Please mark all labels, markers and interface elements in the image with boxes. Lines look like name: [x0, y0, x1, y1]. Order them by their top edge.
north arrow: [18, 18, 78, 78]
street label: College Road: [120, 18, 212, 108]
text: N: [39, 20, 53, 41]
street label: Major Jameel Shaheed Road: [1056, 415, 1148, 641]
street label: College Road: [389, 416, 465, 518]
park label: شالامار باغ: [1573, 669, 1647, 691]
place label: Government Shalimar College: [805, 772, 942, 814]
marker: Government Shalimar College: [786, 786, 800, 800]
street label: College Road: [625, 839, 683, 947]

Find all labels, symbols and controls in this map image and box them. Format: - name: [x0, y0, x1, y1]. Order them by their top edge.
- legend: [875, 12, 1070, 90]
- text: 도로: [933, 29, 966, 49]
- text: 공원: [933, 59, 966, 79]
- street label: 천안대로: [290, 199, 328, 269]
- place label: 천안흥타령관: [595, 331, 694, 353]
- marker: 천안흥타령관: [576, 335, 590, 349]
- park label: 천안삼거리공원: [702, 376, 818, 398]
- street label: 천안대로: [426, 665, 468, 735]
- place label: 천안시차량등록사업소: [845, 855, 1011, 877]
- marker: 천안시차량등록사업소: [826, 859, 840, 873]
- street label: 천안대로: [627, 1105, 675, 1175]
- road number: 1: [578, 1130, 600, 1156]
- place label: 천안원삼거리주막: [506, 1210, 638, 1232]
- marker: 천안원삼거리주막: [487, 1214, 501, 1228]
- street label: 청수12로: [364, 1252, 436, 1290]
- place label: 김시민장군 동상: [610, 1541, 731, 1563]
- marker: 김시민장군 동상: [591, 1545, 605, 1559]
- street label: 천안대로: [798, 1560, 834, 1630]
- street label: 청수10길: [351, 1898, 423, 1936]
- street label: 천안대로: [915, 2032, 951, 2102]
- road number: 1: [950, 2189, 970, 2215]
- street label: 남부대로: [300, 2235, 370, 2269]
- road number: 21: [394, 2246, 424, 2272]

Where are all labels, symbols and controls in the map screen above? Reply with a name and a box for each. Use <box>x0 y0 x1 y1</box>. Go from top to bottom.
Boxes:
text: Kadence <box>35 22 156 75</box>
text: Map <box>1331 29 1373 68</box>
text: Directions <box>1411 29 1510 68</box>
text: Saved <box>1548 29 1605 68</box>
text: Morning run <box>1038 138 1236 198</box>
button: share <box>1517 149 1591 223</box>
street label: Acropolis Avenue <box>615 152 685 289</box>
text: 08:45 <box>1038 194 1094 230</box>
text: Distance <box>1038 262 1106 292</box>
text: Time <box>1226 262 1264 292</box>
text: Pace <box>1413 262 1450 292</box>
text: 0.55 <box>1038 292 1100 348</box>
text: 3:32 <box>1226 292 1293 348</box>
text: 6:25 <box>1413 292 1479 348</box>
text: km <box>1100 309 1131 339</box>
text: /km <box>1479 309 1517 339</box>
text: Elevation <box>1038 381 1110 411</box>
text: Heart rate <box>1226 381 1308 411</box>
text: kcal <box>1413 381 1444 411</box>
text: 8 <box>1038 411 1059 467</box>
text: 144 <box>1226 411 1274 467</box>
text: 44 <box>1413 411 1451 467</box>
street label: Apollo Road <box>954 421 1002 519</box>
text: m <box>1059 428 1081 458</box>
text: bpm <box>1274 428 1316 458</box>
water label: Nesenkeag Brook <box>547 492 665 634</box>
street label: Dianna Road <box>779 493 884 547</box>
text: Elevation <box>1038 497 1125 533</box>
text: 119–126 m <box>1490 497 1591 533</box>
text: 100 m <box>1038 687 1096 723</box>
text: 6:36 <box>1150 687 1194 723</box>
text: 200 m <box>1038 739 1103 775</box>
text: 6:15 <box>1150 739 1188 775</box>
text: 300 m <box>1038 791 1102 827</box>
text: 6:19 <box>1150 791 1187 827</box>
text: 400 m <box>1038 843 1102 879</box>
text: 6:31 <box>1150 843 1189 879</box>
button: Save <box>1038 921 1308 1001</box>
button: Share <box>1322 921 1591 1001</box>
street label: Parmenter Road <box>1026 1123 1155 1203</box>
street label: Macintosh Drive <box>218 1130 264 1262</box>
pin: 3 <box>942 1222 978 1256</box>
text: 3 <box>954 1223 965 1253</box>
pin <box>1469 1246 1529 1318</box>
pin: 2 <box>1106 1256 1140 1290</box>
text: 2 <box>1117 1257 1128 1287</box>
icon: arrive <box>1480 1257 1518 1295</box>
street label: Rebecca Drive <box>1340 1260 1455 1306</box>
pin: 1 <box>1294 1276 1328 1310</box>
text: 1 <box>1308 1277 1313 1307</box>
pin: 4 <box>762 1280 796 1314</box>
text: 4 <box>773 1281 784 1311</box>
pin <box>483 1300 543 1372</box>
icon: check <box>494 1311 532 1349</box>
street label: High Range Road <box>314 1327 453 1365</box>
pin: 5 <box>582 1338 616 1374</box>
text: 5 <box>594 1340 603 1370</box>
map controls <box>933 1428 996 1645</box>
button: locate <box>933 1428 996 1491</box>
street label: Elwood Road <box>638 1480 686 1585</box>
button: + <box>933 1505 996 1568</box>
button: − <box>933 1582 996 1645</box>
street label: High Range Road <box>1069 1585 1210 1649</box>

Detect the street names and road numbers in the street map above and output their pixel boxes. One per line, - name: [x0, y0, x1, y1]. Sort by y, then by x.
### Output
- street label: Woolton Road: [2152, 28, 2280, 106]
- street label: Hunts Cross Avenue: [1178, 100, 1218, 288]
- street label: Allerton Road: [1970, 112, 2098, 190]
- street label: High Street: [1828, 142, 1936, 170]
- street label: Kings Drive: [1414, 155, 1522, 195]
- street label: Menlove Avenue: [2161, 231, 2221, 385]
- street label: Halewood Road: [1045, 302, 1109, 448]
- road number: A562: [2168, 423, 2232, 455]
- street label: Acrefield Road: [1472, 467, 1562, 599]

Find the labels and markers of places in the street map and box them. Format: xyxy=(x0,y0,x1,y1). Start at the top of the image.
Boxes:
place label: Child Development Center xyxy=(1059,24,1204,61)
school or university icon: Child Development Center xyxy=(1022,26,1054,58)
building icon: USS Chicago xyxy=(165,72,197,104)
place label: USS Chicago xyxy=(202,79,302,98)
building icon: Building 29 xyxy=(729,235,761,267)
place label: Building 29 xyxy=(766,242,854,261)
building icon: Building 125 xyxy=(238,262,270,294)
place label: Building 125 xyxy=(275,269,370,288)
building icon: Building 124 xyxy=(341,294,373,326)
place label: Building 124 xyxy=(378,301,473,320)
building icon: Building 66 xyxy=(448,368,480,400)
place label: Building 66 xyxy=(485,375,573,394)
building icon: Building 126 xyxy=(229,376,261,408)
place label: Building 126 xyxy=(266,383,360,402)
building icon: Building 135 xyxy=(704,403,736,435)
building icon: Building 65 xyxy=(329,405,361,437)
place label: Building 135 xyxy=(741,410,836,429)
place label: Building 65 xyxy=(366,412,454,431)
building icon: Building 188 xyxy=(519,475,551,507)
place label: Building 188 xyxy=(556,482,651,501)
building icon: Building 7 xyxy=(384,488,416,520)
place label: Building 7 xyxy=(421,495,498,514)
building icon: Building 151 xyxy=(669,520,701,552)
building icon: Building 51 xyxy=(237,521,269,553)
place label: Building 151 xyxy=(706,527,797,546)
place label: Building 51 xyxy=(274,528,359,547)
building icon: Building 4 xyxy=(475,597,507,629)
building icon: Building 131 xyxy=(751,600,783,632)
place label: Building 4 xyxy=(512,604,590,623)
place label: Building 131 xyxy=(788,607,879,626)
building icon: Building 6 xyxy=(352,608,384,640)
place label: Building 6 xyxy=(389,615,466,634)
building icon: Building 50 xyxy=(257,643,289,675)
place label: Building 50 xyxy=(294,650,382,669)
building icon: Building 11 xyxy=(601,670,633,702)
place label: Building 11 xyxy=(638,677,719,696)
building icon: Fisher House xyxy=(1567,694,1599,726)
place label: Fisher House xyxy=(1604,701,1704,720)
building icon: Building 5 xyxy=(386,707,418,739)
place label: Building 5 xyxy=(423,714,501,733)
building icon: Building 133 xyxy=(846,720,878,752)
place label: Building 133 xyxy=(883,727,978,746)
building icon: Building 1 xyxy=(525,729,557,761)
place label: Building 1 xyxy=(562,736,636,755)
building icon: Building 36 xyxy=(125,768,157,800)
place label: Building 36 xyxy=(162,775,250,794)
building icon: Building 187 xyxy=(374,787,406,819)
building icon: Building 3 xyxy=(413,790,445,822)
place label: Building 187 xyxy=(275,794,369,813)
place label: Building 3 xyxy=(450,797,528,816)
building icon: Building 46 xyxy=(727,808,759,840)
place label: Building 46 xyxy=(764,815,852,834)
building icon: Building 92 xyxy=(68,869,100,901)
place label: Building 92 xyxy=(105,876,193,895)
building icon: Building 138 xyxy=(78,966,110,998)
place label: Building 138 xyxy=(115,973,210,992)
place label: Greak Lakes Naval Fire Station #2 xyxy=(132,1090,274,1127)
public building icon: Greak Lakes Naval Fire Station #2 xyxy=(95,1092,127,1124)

Your task:
Every line of the listing that includes the word "Find" must be copied.

Written answer:
Find all labels, symbols and controls in this map image and box them. Format: - name: [x0, y0, x1, y1]. Order them by their top edge.
Find the labels and markers of places in the street map and box them. Format: xyxy=(x0,y0,x1,y1). Start at the top of the image.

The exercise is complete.